C5. The study does not provide a robust pathophysiological explanation for the association between renal function and HE post-TIPS. A deeper exploration into the possible mechanisms would strengthen the study and potentially lead to more targeted interventions.

 

R5. Thank you for bringing up this important point about presenting a pathophysiological explanation. A discussion of proposed mechanisms for the association between renal function and post-TIPS HE has been added to our discussion section, and include disturbances to renal ammoniagenesis, impaired renal ammonia clearance, as well as systemic inflammation as a result of CKD (page 6-7, lines 194-203).

 

C6. The study spans 12 years, a period during which significant advancements in medical technology and practices could have occurred. Such advancements may influence patient outcomes independently of renal function, and failing to account for this is a major oversight. The authors did acknowledge this limitation but dismissed it based on their relatively large sample size.
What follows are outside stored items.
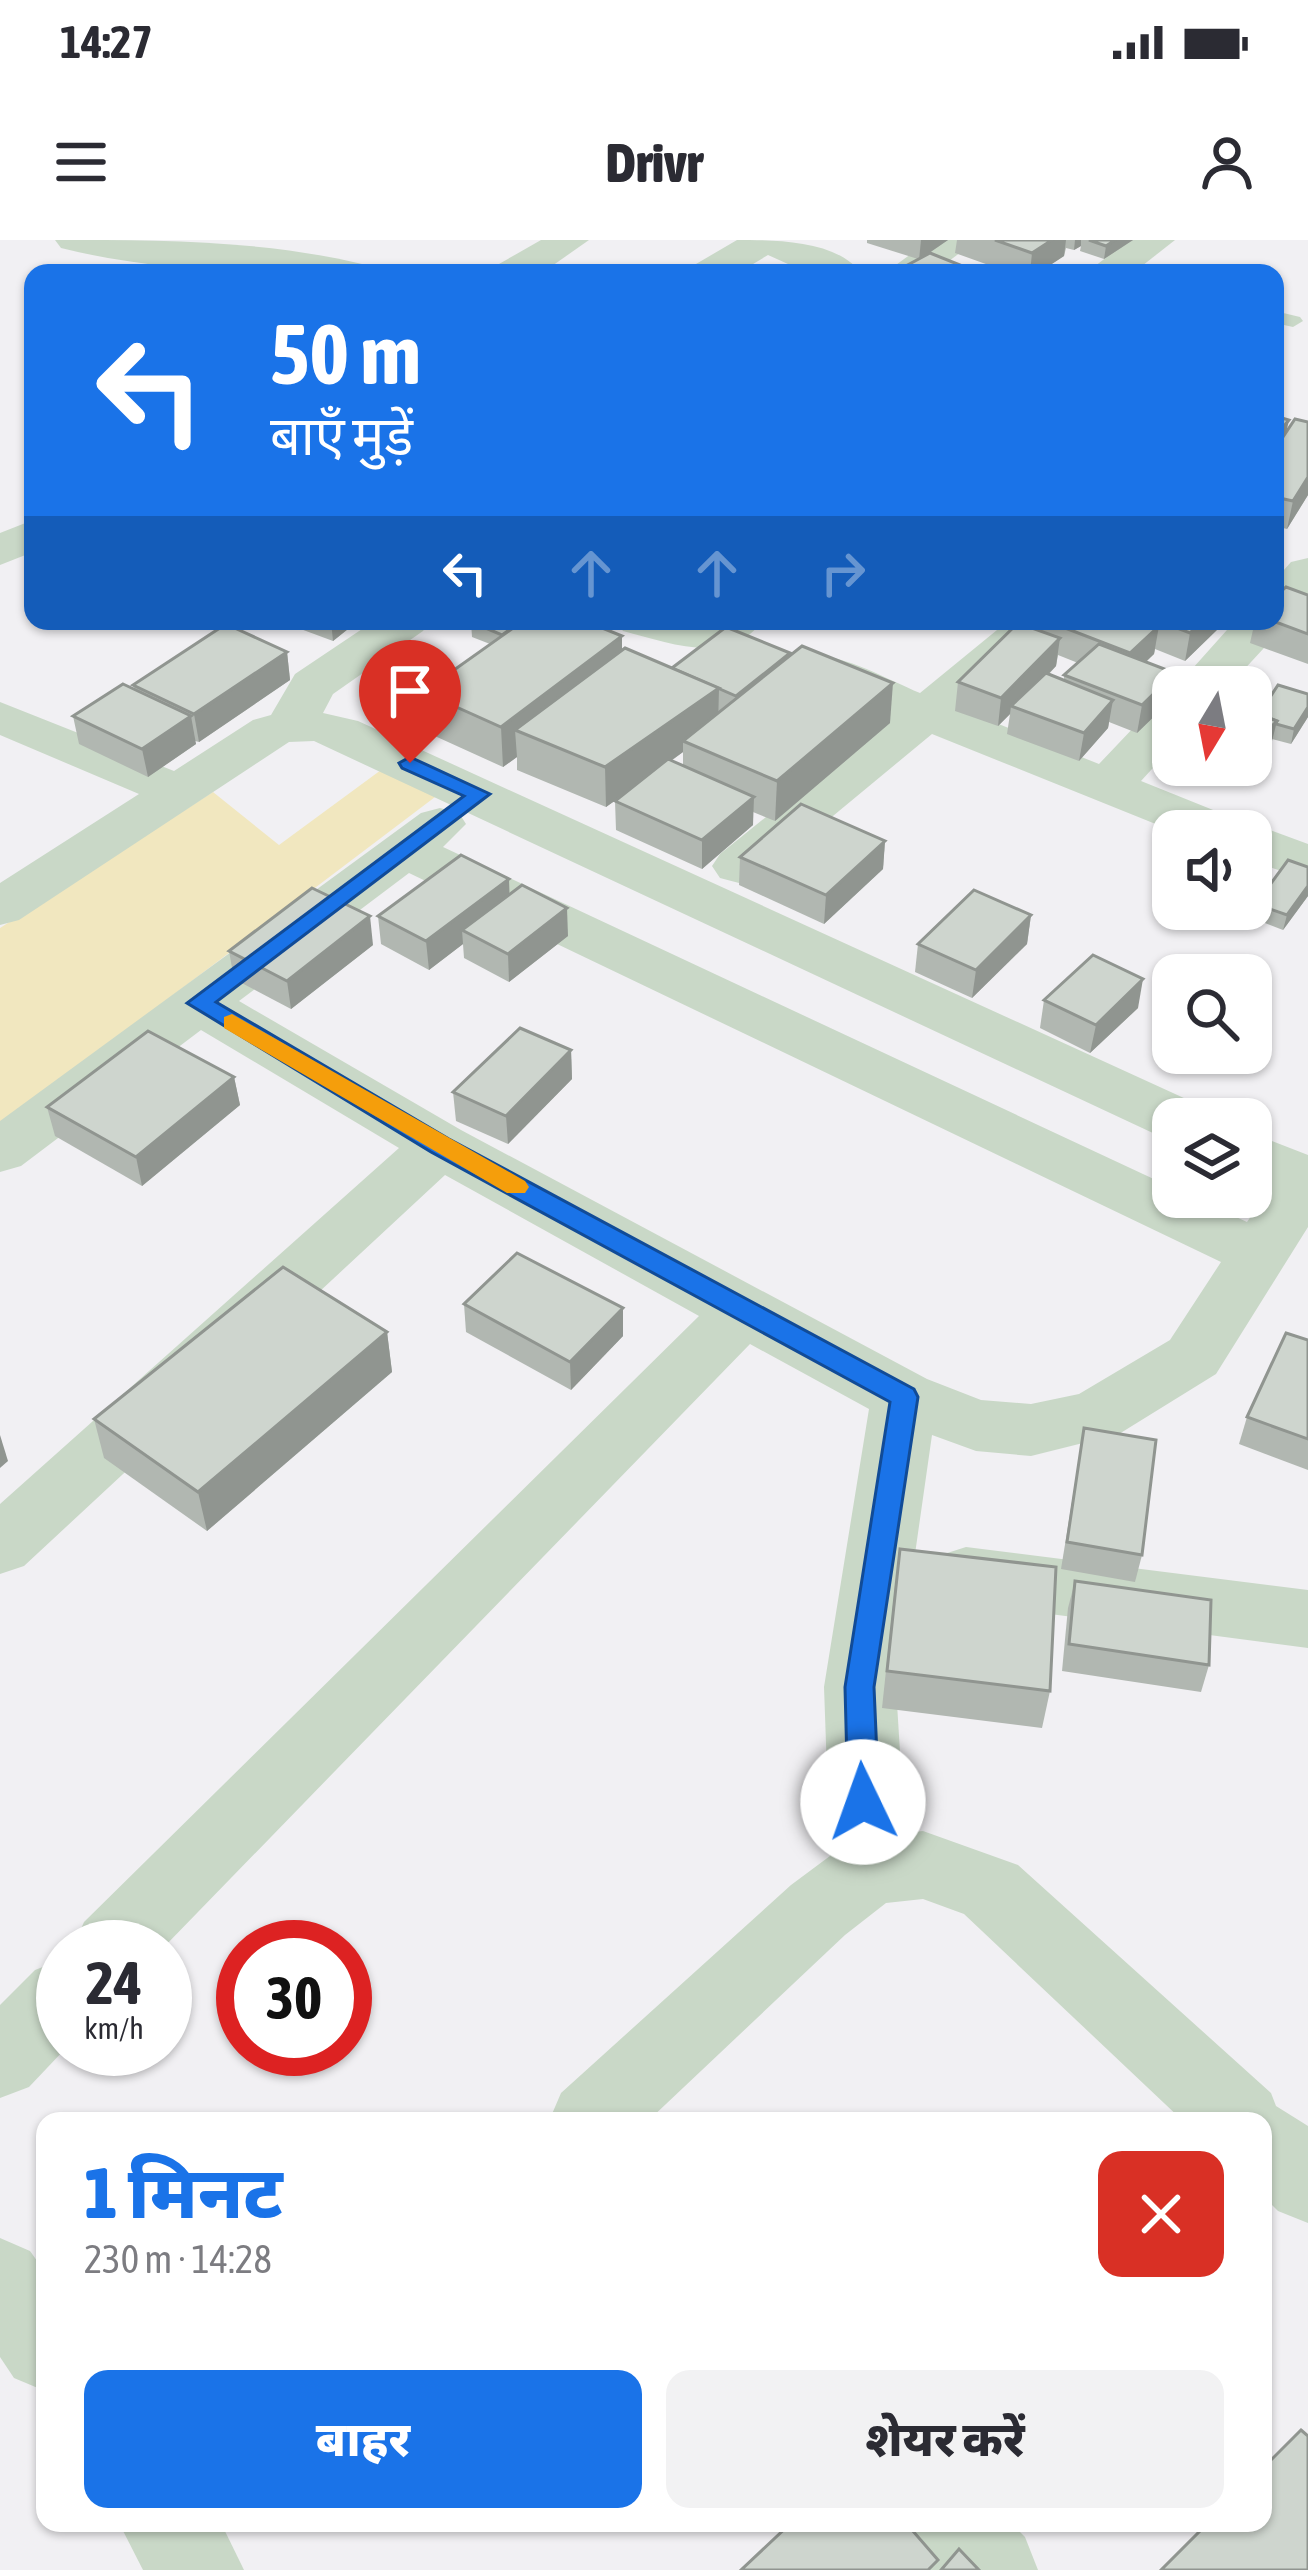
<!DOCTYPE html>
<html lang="hi">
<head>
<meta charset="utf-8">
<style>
	:root { --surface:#fff; --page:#f2f2f3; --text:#2b2b33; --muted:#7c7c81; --accent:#1a73e8 }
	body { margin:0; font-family:"Asap Condensed","Noto Sans Devanagari",sans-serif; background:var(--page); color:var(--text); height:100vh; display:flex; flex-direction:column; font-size:45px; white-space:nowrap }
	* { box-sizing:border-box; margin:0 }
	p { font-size:39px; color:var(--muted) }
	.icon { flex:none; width:66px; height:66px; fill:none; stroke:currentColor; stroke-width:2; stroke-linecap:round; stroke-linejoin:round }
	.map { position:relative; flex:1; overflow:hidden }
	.sheet { position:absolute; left:36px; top:1872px; width:1236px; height:420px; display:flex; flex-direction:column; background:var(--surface); border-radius:24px; box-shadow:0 3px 9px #0004 }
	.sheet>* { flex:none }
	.banner { position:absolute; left:24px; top:24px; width:1260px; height:366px; border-radius:24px; box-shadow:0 3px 9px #0004; background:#1a73e8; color:#fff; overflow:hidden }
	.needle { width:78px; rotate:190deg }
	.controls { position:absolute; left:1152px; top:426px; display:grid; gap:24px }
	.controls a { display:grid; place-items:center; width:120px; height:120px; border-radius:24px; background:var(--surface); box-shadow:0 3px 9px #0004; font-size:60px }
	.speed { position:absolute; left:36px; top:1680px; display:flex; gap:24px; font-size:60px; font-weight:700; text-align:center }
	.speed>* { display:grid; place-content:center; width:156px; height:156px; border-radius:50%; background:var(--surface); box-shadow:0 3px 9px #0004; line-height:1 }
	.speed small { font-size:30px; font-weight:400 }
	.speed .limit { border:18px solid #d22; background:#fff; color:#111 }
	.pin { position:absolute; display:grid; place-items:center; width:102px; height:102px; color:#fff; margin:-123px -51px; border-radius:50% 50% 50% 0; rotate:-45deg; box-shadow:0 0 12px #0007 }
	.pin .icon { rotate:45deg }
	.me { position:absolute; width:132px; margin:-66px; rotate:357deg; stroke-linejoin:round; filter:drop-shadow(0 0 9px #0008) }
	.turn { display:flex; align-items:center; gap:42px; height:252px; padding:0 48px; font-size:54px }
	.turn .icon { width:156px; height:156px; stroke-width:2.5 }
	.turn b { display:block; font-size:84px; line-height:102px }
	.lanes { display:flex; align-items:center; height:114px; padding:0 48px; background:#0003; justify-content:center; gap:60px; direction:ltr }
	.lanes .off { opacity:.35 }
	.round { display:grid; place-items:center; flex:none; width:126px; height:126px; border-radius:24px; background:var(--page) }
	.headline { display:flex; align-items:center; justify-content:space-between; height:204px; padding:0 48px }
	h1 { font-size:72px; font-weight:800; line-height:90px; color:var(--accent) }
	.action { display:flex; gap:24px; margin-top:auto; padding:24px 48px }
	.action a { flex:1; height:138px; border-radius:24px; background:var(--accent); color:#fff; font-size:48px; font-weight:800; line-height:138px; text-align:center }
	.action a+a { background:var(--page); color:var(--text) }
	.status { display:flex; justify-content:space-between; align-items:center; height:84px; padding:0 60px; background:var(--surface); direction:ltr }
	.status svg { height:33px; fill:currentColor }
	header { display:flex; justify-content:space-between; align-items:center; height:156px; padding:0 48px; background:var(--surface); font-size:54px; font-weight:800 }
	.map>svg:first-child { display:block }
</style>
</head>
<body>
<div class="status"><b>14:27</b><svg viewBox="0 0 49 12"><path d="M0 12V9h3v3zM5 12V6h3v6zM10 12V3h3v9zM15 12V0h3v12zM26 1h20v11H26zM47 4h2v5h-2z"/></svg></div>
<header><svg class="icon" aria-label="menu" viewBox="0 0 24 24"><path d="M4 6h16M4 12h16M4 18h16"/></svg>Drivr<svg class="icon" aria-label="person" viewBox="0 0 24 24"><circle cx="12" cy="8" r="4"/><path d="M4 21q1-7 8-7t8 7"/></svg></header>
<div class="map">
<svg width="1308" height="2330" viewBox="0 0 1308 2330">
	<rect width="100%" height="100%" fill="#f1f0f3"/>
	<!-- green -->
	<polygon fill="#f1e7bf" points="381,530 439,554 0,886 0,688 213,552 279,605"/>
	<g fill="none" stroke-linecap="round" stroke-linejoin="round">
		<!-- service -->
		<polygon fill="#c9d8c7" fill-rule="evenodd" points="1275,71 1300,77 1303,81 1293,87 1275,83"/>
		<!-- minor -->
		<g fill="#c9d8c7" fill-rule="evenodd">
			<path d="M 55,0 C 157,0 263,0 362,24 L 368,33 C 267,33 160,33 61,8 Z"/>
			<polygon points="541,0 589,0 542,33 493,33 499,24"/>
			<path d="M 737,0 C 774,0 837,0 861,33 L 808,33 L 768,15 L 738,33 L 690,33 L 696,24 Z"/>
			<polygon points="930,0 977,0 933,33 885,33"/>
			<polygon points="1129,0 1175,0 1133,33 1086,33"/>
			<polygon points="33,280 33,312 0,325 0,293"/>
			<polygon points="1308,318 1308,360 1228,447 1176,447 1235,381 1275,381 1275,340 1291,322"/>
			<polygon points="374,381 430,381 423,391 333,454 323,473 358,481 1197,864 1206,879 1173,879 1173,899 1155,894 314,501 289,502 19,680 0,685 0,643 139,554 0,495 0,462 174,531 253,480 271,475 295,434"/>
			<path d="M 616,381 L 762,381 C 730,427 670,403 623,391 Z"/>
			<path d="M 1008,381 L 1062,381 L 961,469 L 1099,524 L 1155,465 L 1173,461 L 1173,506 L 1141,541 L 1238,580 L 1243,588 L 1270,590 L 1308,604 L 1308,640 L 1251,621 L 1251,591 L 1173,591 L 932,494 L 758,638 L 739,643 L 720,638 L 712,626 L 720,614 L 890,477 L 794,437 L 786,427 L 794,417 C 833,407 883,438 920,453 Z"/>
			<path d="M 440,568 L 459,573 L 466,584 L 443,607 L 1173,948 L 1173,957 L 1193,957 L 1247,982 L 1270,948 L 1251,939 L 1251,893 L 1308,915 L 1308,987 L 1216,1134 L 1119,1194 L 1031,1216 L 976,1211 L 932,1195 L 896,1447 L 905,1593 L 923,1591 L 1018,1625 L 1271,1853 L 1276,1866 L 1308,1886 L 1308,1983 L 1278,1971 L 1263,1956 L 1263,1881 L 1183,1881 L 964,1674 L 923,1659 L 886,1663 L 845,1695 L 648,1881 L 549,1881 L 561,1853 L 791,1645 L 830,1616 L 824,1447 L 869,1169 L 750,1104 L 164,1707 L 73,1707 L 84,1682 L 699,1076 L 445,935 L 24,1326 L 0,1334 L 0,1264 L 399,908 L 201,790 L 21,926 L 0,932 L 0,881 L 421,573 ZM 409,633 L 1221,1022 L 1170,1100 L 1079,1154 L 1031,1164 L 981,1160 L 927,1139 L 461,890 L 239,761 Z"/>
			<polygon points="966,1307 1308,1350 1308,1408 966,1363 941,1355 931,1335 941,1315"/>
			<polygon points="63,1719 65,1809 29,1847 0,1858 0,1765 35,1730"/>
			<polygon points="902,2283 1011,2283 1025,2297 1038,2330 929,2330 916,2315"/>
		</g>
		<!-- tertiary -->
		<g fill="#c9d8c7" fill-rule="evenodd">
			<polygon points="0,1998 30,2011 45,2032 45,2151 14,2138 0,2117"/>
			<polygon points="119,2283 221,2283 244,2330 143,2330"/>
		</g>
	</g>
	<!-- wall -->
	<g fill="#b1b7b1" fill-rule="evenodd">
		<polygon points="867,0 948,0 927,14 980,33 901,33 902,28 918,19 867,3"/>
		<polygon points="957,0 1133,0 1104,19 1080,11 1081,6 1074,10 1066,8 1064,16 1038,33 1011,33 955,13"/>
		<polygon points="1275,176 1287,191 1308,182 1308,255 1287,289 1275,286"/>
		<polygon points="1308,355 1308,424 1250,403 1255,381 1275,381"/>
		<polygon points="279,381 358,381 333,401"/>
		<path d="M 1032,381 L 1222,381 L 1221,386 L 1185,421 L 1155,409 L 1154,414 L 1146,422 L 1175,433 L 1170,461 L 1137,493 L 1109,482 L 1108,488 L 1079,521 L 1007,494 L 1010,474 L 998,486 L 955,471 L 958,442 L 1031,388 ZM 1058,415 L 1078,423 L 1064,435 L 1064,440 L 1049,434 L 1056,426 Z"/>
		<path d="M 471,382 L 622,410 L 672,428 L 790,415 L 890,483 L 775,581 L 753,572 L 753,585 L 702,629 L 616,590 L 615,561 L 626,553 L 606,567 L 517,530 L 517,517 L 503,527 L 426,492 L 423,452 L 490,404 L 472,397 ZM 683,512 L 683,526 L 671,521 Z"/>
		<polygon points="287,412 290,440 199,502 195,501 196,504 148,537 79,504 73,476 134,449 133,445"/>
		<polygon points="1308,454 1308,477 1291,504 1272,499 1270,509 1242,538 1210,525 1251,525 1259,474"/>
		<polygon points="1173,480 1173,510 1168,508"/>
		<polygon points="885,601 883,629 824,684 739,645 740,617"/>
		<polygon points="1308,627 1308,656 1283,690 1252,678 1256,664"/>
		<polygon points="510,654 568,696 509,742 464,718 463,704 429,730 381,704 378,676"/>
		<polygon points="1031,675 1027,704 972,758 915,732 918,704"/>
		<polygon points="373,705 291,769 234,739 229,711"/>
		<polygon points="1044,760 1138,768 1090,813 1040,788"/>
		<polygon points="571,810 572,839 508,904 456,881 453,852"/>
		<polygon points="234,837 240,865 142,946 55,896 47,867"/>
		<polygon points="464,1064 623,1096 571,1150 466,1092"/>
		<polygon points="387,1092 392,1132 207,1291 104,1218 94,1179"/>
		<polygon points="1308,1100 1308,1230 1239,1204 1247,1177"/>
		<polygon points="1084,1188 1142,1315 1135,1342 1061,1329"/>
		<polygon points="1075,1341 1209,1425 1201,1452 1062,1431 1068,1368"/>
		<polygon points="895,1346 1050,1451 1042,1488 882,1468"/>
	</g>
	<!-- shaded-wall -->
	<g fill="#909590">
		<polygon points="921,0 948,0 919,20"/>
		<polygon points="1052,0 1066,0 1064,16 1038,33 1030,33 1032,13"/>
		<polygon points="1075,0 1081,0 1081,6 1074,10"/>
		<polygon points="1115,0 1133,0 1104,19 1106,6"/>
		<polygon points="1289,180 1283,207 1275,217 1275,197"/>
		<polygon points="1308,237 1308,255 1287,289 1293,261"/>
		<polygon points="331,381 358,381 333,401"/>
		<polygon points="1202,381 1222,381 1221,386 1185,421 1190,393"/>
		<polygon points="1159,386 1154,414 1125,441 1130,413"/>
		<polygon points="622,396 622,436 515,490 517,517 503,527 501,487"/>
		<polygon points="1060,398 1056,426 1016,467 1011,466 1010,474 998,486 1001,458"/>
		<polygon points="287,412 290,440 199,502 194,474"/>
		<polygon points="1175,433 1170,461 1137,493 1142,465"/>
		<polygon points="893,443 890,483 775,581 777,541"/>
		<polygon points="719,448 718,488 683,501 683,512 606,567 605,527"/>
		<polygon points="1113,460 1108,488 1079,521 1084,493"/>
		<polygon points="1308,467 1308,477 1291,504 1294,489"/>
		<polygon points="191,476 196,504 148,537 142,509"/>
		<polygon points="1277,481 1270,509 1242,538 1245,525 1251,525 1251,506"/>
		<polygon points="754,557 753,585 702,629 702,600"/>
		<polygon points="885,601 883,629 824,684 826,655"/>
		<polygon points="509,639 510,668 462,690 463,704 429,730 426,701"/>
		<polygon points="1308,646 1308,656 1283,690 1287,675"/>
		<polygon points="567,668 568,696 509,742 508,714"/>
		<polygon points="1031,675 1027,704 972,758 976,730"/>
		<polygon points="370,676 373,705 291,769 287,741"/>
		<polygon points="1143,739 1138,768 1090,813 1096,785"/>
		<polygon points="571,810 572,839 508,904 506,876"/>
		<polygon points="234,837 240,865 142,946 136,917"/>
		<polygon points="623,1068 623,1096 571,1150 570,1122"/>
		<polygon points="387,1092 392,1132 207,1291 198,1252"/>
		<polygon points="0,1195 8,1221 0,1228"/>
	</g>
	<!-- building -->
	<g fill="#ced5ce" stroke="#909590" stroke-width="3">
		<polygon points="995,0 1052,0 1032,13"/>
		<polygon points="1089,0 1115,0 1106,6"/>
		<polygon points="930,13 980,33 915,33 902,28"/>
		<polygon points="880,27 896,33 870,33"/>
		<polygon points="1126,27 1148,33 1119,33"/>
		<polygon points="1275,176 1289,180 1275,197"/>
		<polygon points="1295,179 1308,182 1308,237 1293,261 1275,257 1275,209"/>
		<polygon points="1286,347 1308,355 1308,394 1273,381 1275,381 1275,357"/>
		<polygon points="473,381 522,381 502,395 471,382"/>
		<polygon points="523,381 585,381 622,396 501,487 423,452"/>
		<polygon points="1047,381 1144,381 1159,386 1130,413"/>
		<polygon points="1159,381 1202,381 1190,393"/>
		<polygon points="1018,383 1060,398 1001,458 958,442"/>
		<polygon points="226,384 287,412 194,474 133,445"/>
		<polygon points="726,387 790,413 736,456 672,428"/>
		<polygon points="1099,404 1175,433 1142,465 1064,435"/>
		<polygon points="802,406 893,443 777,541 683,501"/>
		<polygon points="625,408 719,448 605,527 515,490"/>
		<polygon points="1046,433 1113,460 1084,493 1011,466"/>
		<polygon points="123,444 191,476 142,509 73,476"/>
		<polygon points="1278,445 1308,454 1308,467 1294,489 1276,484 1277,481 1259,474"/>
		<polygon points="1251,471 1277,481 1251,506"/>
		<polygon points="668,519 754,557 702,600 615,561"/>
		<polygon points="801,564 885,601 826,655 740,617"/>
		<polygon points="461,615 509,639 426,701 378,676"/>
		<polygon points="1288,620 1308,627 1308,646 1287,675 1256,664"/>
		<polygon points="522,645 567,668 508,714 462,690"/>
		<polygon points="312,648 370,676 287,741 229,711"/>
		<polygon points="974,650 1031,675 976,730 918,704"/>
		<polygon points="1093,715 1143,739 1096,785 1044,760"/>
		<polygon points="520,788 571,810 506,876 453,852"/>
		<polygon points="148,791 234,837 136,917 47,867"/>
		<polygon points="517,1013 623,1068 570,1122 464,1064"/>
		<polygon points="283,1027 387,1092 198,1252 94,1179"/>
		<polygon points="1286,1093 1308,1100 1308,1199 1247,1177"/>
		<polygon points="1084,1188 1156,1200 1142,1315 1067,1302"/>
		<polygon points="900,1309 1056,1327 1050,1451 887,1431"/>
		<polygon points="1075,1341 1211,1360 1209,1425 1069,1404"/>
		<polygon points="1301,2190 1308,2196 1308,2330 1161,2330 1208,2283 1263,2283 1263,2228"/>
		<polygon points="791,2283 906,2283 938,2320 928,2330 741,2330"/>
		<polygon points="959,2309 979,2330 941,2330"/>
	</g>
	<!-- route -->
	<polygon fill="#1a73e8" stroke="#114b97" stroke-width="3" points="410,517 490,554 216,762 449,899 914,1149 918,1157 874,1447 879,1562 874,1572 863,1576 852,1572 848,1562 845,1447 890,1162 431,912 187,763 464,556 402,528 399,523"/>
	<!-- slow -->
	<polygon fill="#f59e0b" points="232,774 525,941 529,947 525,953 507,953 224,788 224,777"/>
</svg>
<div class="controls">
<a><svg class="needle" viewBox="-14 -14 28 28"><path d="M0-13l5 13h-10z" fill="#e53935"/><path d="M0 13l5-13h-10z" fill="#7c7c81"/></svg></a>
<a><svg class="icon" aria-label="sound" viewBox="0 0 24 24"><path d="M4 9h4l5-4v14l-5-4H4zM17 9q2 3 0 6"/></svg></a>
<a><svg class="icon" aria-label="search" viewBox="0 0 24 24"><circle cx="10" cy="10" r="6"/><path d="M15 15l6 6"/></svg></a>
<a><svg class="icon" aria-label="layers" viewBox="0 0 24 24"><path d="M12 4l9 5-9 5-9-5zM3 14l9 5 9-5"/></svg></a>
</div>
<div class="speed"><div>24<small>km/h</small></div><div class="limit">30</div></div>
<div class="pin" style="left:410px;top:523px;background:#d93025"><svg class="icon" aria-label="arrive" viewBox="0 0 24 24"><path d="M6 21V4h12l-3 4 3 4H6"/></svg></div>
<svg class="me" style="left:863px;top:1562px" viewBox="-20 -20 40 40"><circle r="19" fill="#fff"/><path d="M0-13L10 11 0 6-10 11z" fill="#1a73e8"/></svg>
<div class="banner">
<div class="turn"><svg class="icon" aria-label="left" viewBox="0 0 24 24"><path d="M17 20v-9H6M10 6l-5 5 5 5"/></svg><div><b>50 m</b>बाएँ मुड़ें</div></div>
<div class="lanes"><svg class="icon" aria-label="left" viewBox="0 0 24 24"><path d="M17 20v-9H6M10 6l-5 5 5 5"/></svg><svg class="icon off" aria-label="ahead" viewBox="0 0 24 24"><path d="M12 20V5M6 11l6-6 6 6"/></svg><svg class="icon off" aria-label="ahead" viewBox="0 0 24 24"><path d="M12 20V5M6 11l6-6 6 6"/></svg><svg class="icon off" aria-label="right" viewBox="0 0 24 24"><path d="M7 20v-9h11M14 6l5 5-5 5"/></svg></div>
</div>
<section class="sheet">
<div class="headline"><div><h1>1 मिनट</h1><p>230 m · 14:28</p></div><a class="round" style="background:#d93025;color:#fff"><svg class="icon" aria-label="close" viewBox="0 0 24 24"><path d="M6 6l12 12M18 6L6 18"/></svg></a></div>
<div class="action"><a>बाहर</a><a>शेयर करें</a></div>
</section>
</div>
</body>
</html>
This dismissal seems inappropriate given the potential impact of this factor on the study's conclusions.

 

R6. Thank you for your thoughtful review, and noting the important potential impact of technological and procedural evolution over the course of our study period. Although we did acknowledge this limitation, we have not sufficiently emphasized this potential impact. Moreover, we agree that the relatively large sample size for this study does not negate this genuine concern, and apologize if the previous version of our manuscript suggested otherwise. We have amended our discussion to better highlight this limitation (page 7, lines 220-223, 224-228).

 

Round 2

Reviewer 1 Report

Thanks

Reviewer 2 Report

The authors have revised well. The manuscript can be accepted for publication.